● **EXCERPTED DATA**
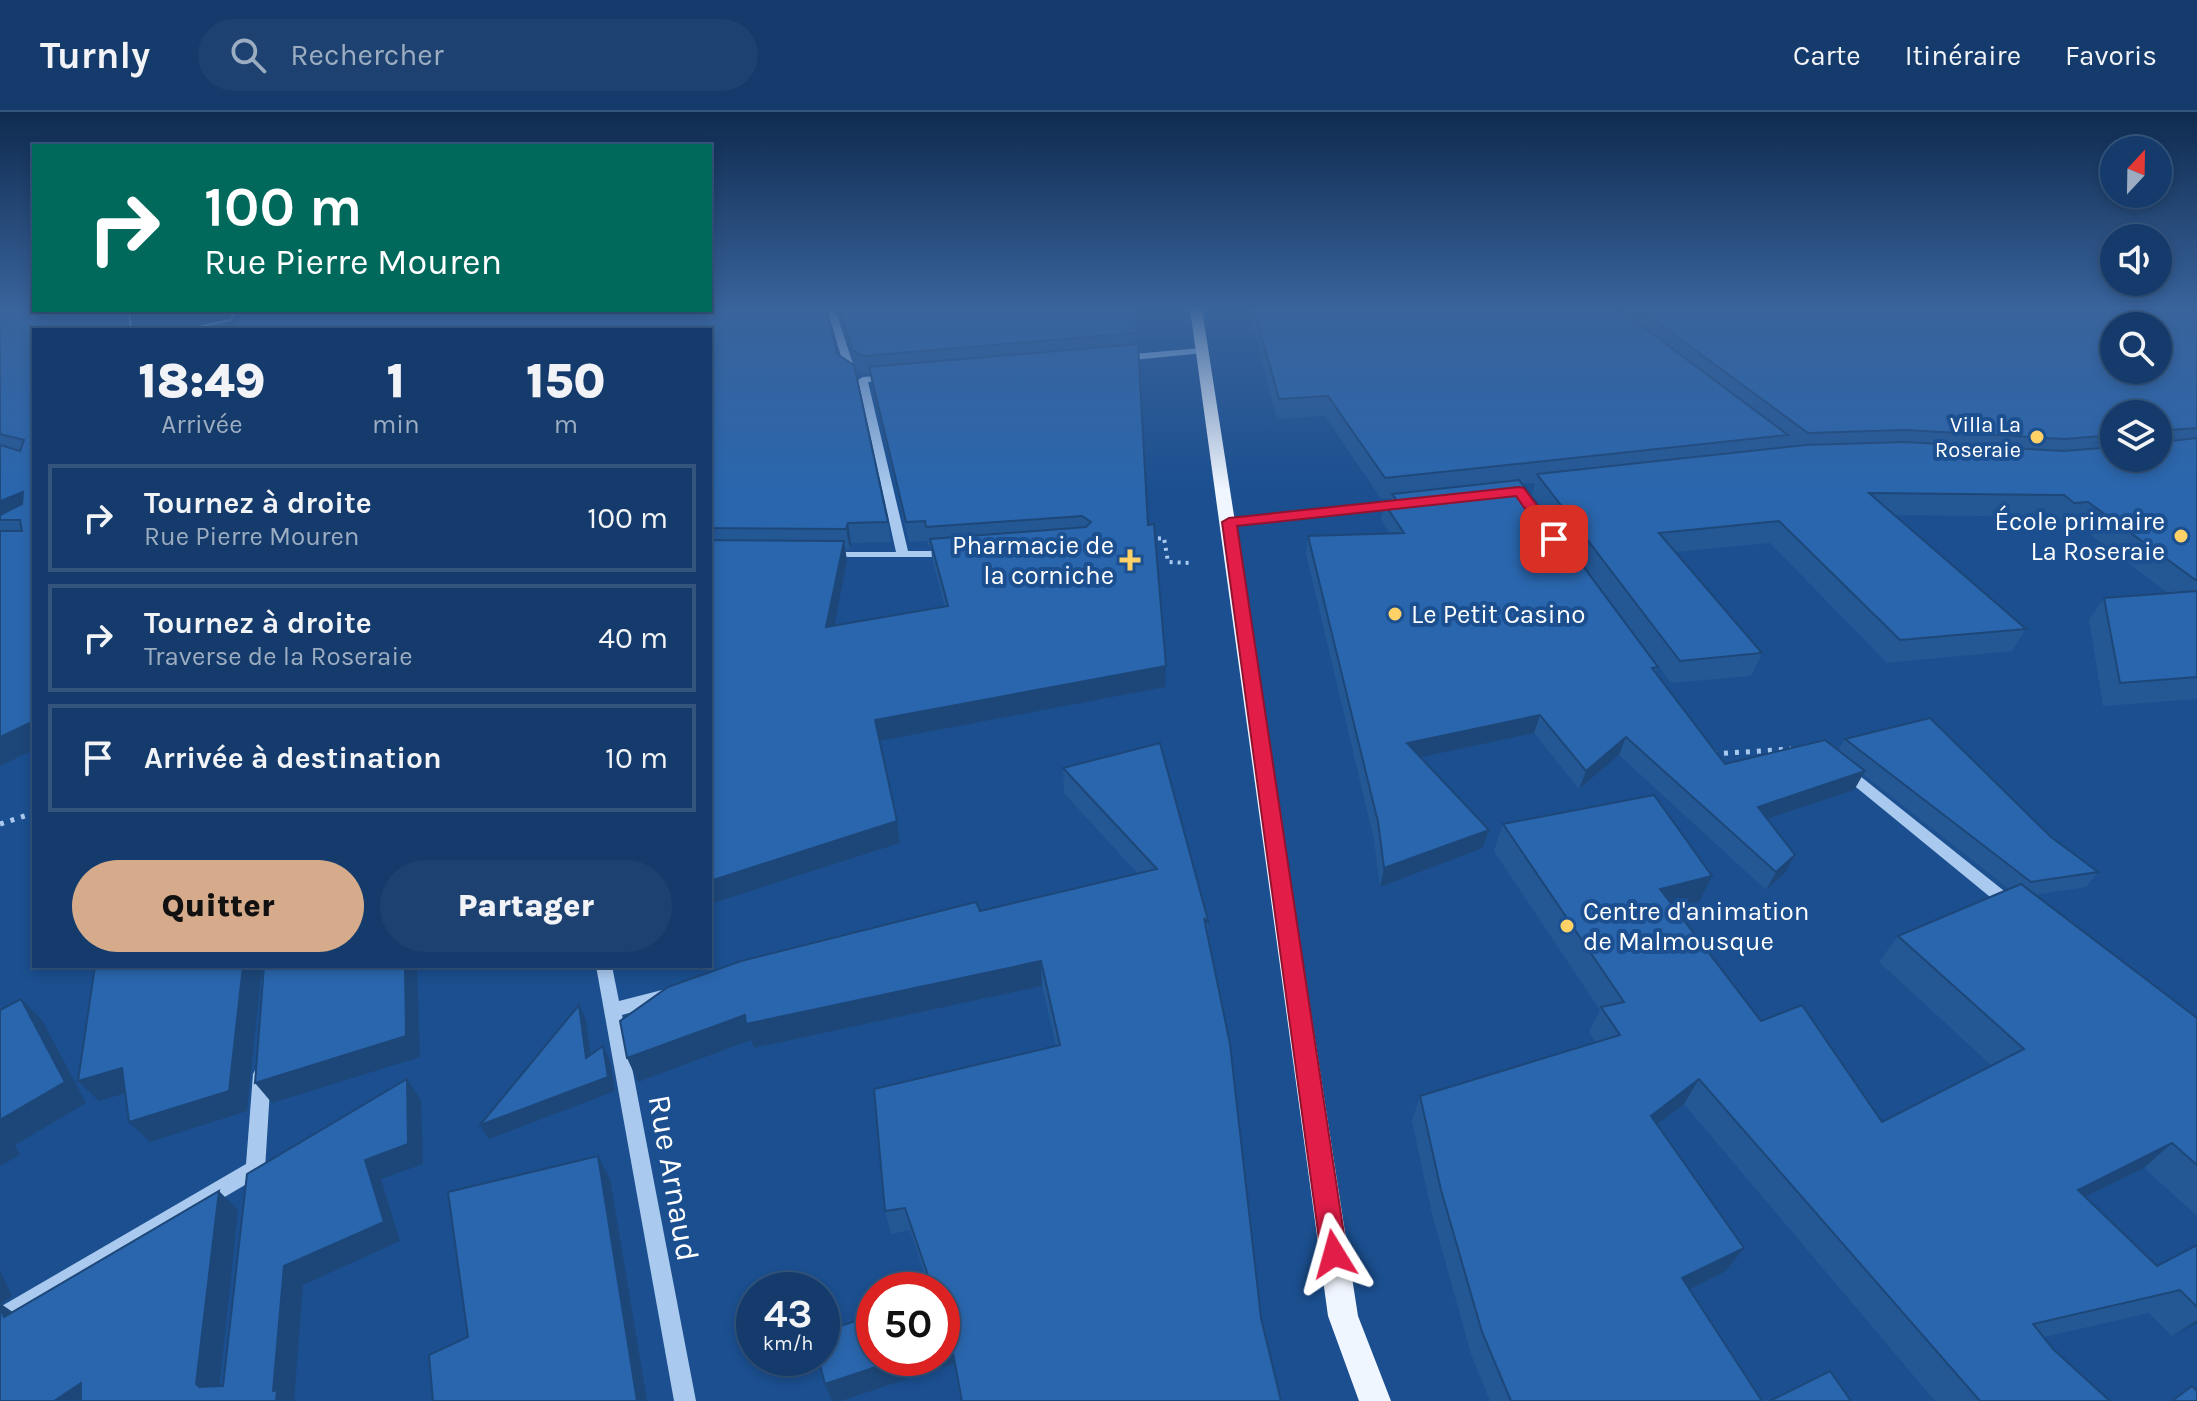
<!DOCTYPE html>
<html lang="fr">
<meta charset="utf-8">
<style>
body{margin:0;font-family:Karla,sans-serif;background:#1d4271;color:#f1f3f6;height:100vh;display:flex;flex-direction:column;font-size:30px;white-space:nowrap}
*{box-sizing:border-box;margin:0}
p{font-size:26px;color:#9dadc1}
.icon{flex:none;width:44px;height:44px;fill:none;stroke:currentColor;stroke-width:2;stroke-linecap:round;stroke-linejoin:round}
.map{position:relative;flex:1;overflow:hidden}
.drawer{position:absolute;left:32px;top:216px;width:680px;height:640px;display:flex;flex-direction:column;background:#143b6b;border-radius:0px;box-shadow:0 4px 12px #0003,0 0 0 2px #33557e}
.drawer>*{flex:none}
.banner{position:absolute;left:32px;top:32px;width:680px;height:168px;border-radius:0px;box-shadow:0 4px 12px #0003,0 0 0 2px #33557e;background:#00695c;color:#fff;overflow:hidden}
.needle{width:52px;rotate:22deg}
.buttons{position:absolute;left:2100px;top:24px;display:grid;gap:16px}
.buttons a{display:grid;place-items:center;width:72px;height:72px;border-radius:50%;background:#143b6b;box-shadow:0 4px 12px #0003,0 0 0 2px #33557e;font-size:40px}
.speed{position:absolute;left:736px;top:1160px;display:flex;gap:16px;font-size:40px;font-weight:700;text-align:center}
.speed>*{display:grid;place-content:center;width:104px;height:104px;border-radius:50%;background:#143b6b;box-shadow:0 4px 12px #0003,0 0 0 2px #33557e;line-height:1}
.speed small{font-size:20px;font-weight:400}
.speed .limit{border:12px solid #d22;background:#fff;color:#111}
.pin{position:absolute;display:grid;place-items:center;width:68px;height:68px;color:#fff;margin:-34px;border-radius:16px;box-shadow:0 4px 12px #0006}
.me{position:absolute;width:88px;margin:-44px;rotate:352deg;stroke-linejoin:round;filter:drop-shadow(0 0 6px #0008)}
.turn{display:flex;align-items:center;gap:28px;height:168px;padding:0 40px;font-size:36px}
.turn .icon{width:104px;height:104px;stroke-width:2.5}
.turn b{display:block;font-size:56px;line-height:68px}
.eta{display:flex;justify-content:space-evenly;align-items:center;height:136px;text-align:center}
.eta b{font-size:48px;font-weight:800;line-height:56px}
.button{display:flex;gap:16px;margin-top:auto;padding:16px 40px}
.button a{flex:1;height:92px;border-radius:48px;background:#d6ab8b;color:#111;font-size:32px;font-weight:800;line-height:92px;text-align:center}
.button a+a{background:#1d4271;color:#f1f3f6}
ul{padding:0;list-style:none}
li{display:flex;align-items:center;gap:24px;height:108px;margin:0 16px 12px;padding:0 24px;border:4px solid #33557e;border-radius:0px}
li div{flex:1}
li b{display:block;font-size:30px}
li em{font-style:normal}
header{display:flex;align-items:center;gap:48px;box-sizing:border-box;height:112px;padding:0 40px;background:#143b6b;border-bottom:2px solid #33557e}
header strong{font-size:38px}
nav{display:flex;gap:44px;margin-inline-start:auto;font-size:28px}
.search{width:560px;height:72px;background:#1d4271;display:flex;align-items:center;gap:20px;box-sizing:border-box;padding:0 28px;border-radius:44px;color:#9dadc1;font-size:30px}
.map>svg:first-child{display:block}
.water{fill:#123a6d;stroke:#9cc4f0;stroke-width:2}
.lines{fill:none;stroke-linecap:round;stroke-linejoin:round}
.path-far1{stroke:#a9c9ee;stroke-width:4;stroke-dasharray:3 5;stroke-linecap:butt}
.path{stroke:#a9c9ee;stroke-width:5;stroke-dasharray:4 7;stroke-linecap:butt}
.minor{fill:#a9c9ee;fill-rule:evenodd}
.major{fill:#f0f6ff;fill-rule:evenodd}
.wall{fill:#245895;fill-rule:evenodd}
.shaded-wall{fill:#1d4779}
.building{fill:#2a66ad;stroke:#1d4779;stroke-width:2;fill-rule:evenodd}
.route{fill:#e11d48;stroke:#92132f;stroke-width:2}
.poi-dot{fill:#ffd166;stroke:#1b4f8f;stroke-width:3}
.labels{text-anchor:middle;stroke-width:8;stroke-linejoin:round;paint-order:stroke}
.far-poi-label{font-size:22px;fill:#fff;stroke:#1b4f8f;text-anchor:end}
.poi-label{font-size:26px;fill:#fff;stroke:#1b4f8f;text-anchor:end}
.near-street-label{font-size:32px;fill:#fff;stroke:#1b4f8f}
</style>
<header>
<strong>Turnly</strong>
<div class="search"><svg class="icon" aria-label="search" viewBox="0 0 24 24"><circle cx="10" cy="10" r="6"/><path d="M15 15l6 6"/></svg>Rechercher</div>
<nav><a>Carte</a><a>Itinéraire</a><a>Favoris</a></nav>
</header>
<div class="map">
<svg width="2197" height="1289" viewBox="0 0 2197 1289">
<rect width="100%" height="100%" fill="#1b4f8f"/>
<polygon class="water" points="129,198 236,198 230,208 185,218 131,218"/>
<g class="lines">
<polyline class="path-far1" points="1150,427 1164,426 1168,450 1191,451"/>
<g class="path">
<polyline points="1713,642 1791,637"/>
<polyline points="0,712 34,701"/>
</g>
<g class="minor">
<polygon points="827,197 835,197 856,261 854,263 846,261"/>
<polygon points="1201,236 1204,237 1204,241 1122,249 1117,246 1122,243"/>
<polygon points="890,263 895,266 893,268 868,270 908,439 950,439 956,442 950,445 826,445 824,443 830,440 896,440 858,268 863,265"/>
<polygon points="1400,389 1404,390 1404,394 1229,413 1223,410 1229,407"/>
<polygon points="1845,654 1850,656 2018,790 2020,794 2018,798 2012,800 2006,798 1840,662 1838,659"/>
<polygon points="596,854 612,854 619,889 666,877 672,879 674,884 672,889 622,903 696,1289 674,1289"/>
<polygon points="262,954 268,956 271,962 265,1057 262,1063 0,1217 0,1195 246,1052 253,962 256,956"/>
</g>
<polygon class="major" points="1190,197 1202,197 1358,1204 1391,1289 1359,1289 1328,1204"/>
</g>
<g class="wall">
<polygon points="0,197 47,208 34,218 34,638 0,654"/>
<path d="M 838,197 L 1135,197 L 1148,413 L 1165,575 L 880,628 L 900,731 L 710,792 L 710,218 L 228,218 L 355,198 L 354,203 L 355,198 L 491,198 L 490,203 L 495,203 L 496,198 L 710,198 L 837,242 L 854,253 ZM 855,256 L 866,262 L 870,262 L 872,273 L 909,430 L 927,429 L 929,435 L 931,434 L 932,447 L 945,495 L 834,514 L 847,449 L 845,437 L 850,437 L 851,431 L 891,430 L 888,410 Z"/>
<path d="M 1248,197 L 1620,197 L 1619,197 L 1623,201 L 1624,197 L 2197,197 L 2197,587 L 2103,594 L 2089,508 L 2104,486 L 2168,481 L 2075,411 L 2061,412 L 2051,405 L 1894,403 L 2026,517 L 2012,539 L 1887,551 L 1770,431 L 1675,440 L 1762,541 L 1751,564 L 1671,571 L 1532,383 L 1535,371 L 1522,372 L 1658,555 L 1656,561 L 1725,652 L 1838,638 L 1845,627 L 2051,725 L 2098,760 L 2086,775 L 2035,783 L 2197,906 L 2197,1104 L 2144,1056 L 2085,1085 L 2157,1154 L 2197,1133 L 2197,1211 L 2172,1224 L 2149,1201 L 2044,1225 L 2053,1237 L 2110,1289 L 1935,1289 L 1684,992 L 1657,1013 L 1726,1159 L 1689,1177 L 1762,1289 L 1490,1289 L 1471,1242 L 1432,1102 L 1412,1009 L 1420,984 L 1596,931 L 1589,920 L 1600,898 L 1494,739 L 1503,712 L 1699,790 L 1674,796 L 1761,909 L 1882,1010 L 1992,954 L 1879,850 L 1898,824 L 2009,777 L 1863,662 L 1854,678 L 1768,707 L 1795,743 L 1785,761 L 1766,778 L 1619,643 L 1579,677 L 1534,621 L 1421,645 L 1489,718 L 1483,736 L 1380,775 L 1374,728 L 1306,442 L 1308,424 L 1390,422 L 1381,408 L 1384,391 L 1390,391 L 1391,386 L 1381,387 L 1325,304 L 1277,307 ZM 2114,302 L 2158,302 L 2158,346 L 2114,346 Z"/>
<polygon points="1063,656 1209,812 1207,824 955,1251 841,1289 874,1246 942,1178 930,1178 910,1118 891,1122 885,1099 1056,934 1042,874 754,936 751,928 638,970 980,799 1138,762 1064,681"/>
</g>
<g class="shaded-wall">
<polygon points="27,197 34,198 62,198 37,214"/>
<polygon points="343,198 355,198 350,218 342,202"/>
<polygon points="483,198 491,198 489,218 483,203"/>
<polygon points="23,380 34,396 0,408 0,389"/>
<polygon points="848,411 851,431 850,437 846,417"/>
<polygon points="844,429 847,449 830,536 826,515"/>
<polygon points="1166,554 1165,575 879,629 875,608"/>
<polygon points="1540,603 1534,621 1403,649 1407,631"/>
<polygon points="34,609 34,638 0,654 0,625"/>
<polygon points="1626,625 1619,643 1579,677 1586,659"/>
<polygon points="1865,659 1854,678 1749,713 1758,695"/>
<polygon points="897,709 900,731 710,792 710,769"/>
<polygon points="1489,718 1483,736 1380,775 1384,756"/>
<polygon points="1795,743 1785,761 1766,778 1776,760"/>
<polygon points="1712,764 1699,790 1647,803 1660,777"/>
<polygon points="1041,849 1042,874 754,936 751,928 638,970 627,946 745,903"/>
<polygon points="243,854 262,854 247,999 150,1030 129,1010"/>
<polygon points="405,854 417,854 420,945 272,991 255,971"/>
<polygon points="21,887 42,908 86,991 15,1033 20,1043 0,1054 0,1008"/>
<polygon points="579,893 586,908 593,961 586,946"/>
<polygon points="603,934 610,948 615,979 489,1027 480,1013 608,965"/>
<polygon points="122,956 142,976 99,989 78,969"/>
<polygon points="407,967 421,988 423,1052 381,1067 400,1129 303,1173 294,1289 276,1289 273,1279 284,1154"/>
<polygon points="1699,967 1684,992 1637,1028 1651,1004"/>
<polygon points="2172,1031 2144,1056 2052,1101 2078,1078"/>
<polygon points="598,1044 610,1067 647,1289 637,1289"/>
<polygon points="219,1079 238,1098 218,1289 196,1272"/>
<polygon points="1744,1136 1726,1159 1666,1189 1682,1166"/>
<polygon points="0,1158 12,1184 1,1192 23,1207 4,1205 0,1196"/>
<polygon points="2197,1208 2197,1211 2172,1224"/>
<polygon points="951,1230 955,1251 841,1289 832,1289 825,1272 903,1246 942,1246 942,1233"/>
<polygon points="81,1271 105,1289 54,1289"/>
</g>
<g class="building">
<polygon points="0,197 27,197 67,218 34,218 34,609 0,625 0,419 22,419 20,408 0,408 0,403 22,392 23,380 0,389 0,333 20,339 24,328 0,322"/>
<polygon points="827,197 837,242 854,253 888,410 848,411 846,417 710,416 710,218 228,218 248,198 343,198 342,202 354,203 355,198 483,198 483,203 495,203 496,198 563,198 563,201 576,203 576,198"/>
<polygon points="840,197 1135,197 1137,221 863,244 852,238"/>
<polygon points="1254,197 1619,197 1788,323 1385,366 1328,284 1279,287"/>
<path d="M 1639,197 L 2197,197 L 2197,316 L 2169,318 L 2165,325 L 2171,329 L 2197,326 L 2197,469 L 2088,390 L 2074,391 L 2064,383 L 1869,381 L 2026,517 L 1900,528 L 1779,409 L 1659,421 L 1762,541 L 1680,549 L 1537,362 L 1805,333 L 1905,330 L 2064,339 L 2114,335 L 2114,346 L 2158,346 L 2158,302 L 2114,302 L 2114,323 L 2064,327 L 1905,318 L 1808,321 ZM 2114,214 L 2158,214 L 2158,258 L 2114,258 Z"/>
<polygon points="1138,232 1148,413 1154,412 1166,554 875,608 897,709 710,769 710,428 844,429 826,515 948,494 930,427 1086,415 1091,410 1082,404 926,415 925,409 906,410 869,255"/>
<polygon points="1519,368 1658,555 1652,556 1725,652 1825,628 1865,659 1758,695 1795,743 1776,760 1626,625 1586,659 1540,603 1407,631 1489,718 1384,756 1378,710 1308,424 1404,421 1384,391 1398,390 1392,382"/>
<polygon points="2197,479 2197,565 2120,571 2104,486"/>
<polygon points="1930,606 2051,725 2098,760 2031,770 1845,627"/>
<polygon points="1160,631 1209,812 1204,806 1230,932 1261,1206 1281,1289 962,1289 951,1230 942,1233 942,1178 933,1178 905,1096 885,1099 874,977 1060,933 1041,849 746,912 745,903 627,946 620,909 668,875 741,849 976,790 980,799 1157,757 1063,656"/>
<polygon points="1654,683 1712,764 1660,777 1761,909 1802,893 1882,1010 2024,937 1898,824 2021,772 2197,906 2197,1053 2172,1031 2078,1078 2157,1154 2197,1133 2197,1195 2180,1178 2033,1212 2053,1237 2110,1289 1980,1289 1699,967 1651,1004 1744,1136 1682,1166 1762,1289 1511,1289 1482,1220 1441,1078 1420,984 1620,923 1601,895 1624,890 1503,712"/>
<polygon points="95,854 243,854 229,979 129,1010 122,956 78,969"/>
<polygon points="264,854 405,854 406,924 255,971"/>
<polygon points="21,887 65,970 0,1008 0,898"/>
<polygon points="579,893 586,946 603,934 608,965 480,1013"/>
<polygon points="407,967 408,1032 365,1048 384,1110 284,1154 273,1279 277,1278 276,1289 81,1289 81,1271 54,1289 0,1289 0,1196 4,1205 219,1079 196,1272 199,1275 223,1274 247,1062"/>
<polygon points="598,1044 637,1289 433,1289 429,1243 468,1225 448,1080"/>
<polygon points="874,1203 874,1246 903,1246 825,1272 818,1246 822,1246 822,1220"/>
<polygon points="1830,1259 1851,1289 1770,1289"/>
<polygon points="2192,1274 2197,1279 2197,1289 2172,1289"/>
</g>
<linearGradient id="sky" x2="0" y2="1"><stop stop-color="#0f2b4f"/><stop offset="0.52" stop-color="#39639b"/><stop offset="1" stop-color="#39639b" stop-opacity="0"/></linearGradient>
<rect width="2197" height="378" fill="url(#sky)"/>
<polygon class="route" points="1519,375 1524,376 1560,424 1560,430 1549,430 1516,384 1237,414 1347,1142 1343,1151 1334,1155 1325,1151 1321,1142 1222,410 1229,406"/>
<g class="poi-dot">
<circle cx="2037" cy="325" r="8"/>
<circle cx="2181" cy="424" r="8"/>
<path d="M1126 436h8v8h8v8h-8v8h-8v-8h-8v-8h8z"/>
<circle cx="1395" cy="502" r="8"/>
<circle cx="1567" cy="814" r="8"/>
</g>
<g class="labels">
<g class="far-poi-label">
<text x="2021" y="320">Villa La<tspan x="2021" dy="25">Roseraie</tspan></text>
</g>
<g class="poi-label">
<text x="2165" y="418">École primaire<tspan x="2165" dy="30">La Roseraie</tspan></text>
<text x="1114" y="442">Pharmacie de<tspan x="1114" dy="30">la corniche</tspan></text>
<text x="1411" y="511" text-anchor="start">Le Petit Casino</text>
<text x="1583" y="808" text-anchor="start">Centre d'animation<tspan x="1583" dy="30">de Malmousque</tspan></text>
</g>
<g class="near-street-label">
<text transform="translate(674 1066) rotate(80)" y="11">Rue Arnaud</text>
</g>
</g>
</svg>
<div class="buttons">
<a><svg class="needle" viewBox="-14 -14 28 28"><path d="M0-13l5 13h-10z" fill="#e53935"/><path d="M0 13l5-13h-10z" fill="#9dadc1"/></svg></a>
<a><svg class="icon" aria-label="sound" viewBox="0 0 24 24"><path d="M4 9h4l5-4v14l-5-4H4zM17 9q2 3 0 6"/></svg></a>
<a><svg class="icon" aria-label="search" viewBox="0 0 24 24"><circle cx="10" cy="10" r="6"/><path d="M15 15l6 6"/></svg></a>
<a><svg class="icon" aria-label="layers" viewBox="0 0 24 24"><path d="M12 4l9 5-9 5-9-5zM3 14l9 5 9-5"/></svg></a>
</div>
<div class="speed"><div>43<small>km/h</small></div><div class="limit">50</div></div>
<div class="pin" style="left:1554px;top:427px;background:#d93025"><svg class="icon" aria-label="arrive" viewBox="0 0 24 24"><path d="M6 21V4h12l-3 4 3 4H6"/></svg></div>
<svg class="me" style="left:1334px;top:1142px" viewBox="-20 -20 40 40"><path d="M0-17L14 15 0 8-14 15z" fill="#e11d48" stroke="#fff" stroke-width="4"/></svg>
<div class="banner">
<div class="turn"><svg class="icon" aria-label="right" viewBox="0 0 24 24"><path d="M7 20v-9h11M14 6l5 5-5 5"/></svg><div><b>100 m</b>Rue Pierre Mouren</div></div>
</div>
<section class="drawer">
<div class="eta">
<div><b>18:49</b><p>Arrivée</p></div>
<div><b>1</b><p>min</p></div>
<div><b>150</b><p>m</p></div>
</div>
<ul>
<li><svg class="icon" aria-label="right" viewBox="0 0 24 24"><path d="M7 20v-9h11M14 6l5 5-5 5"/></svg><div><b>Tournez à droite</b><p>Rue Pierre Mouren</p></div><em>100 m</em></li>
<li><svg class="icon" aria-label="right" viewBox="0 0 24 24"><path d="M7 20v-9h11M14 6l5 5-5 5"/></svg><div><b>Tournez à droite</b><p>Traverse de la Roseraie</p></div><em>40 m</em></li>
<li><svg class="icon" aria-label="arrive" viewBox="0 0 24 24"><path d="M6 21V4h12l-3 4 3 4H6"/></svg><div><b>Arrivée à destination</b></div><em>10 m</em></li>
</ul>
<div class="button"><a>Quitter</a><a>Partager</a></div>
</section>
</div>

● **ACTION ITEM**
Could you count how many lines in the records contain the word "buttons"? Only the number is needed.

● **ANSWER BOX**
3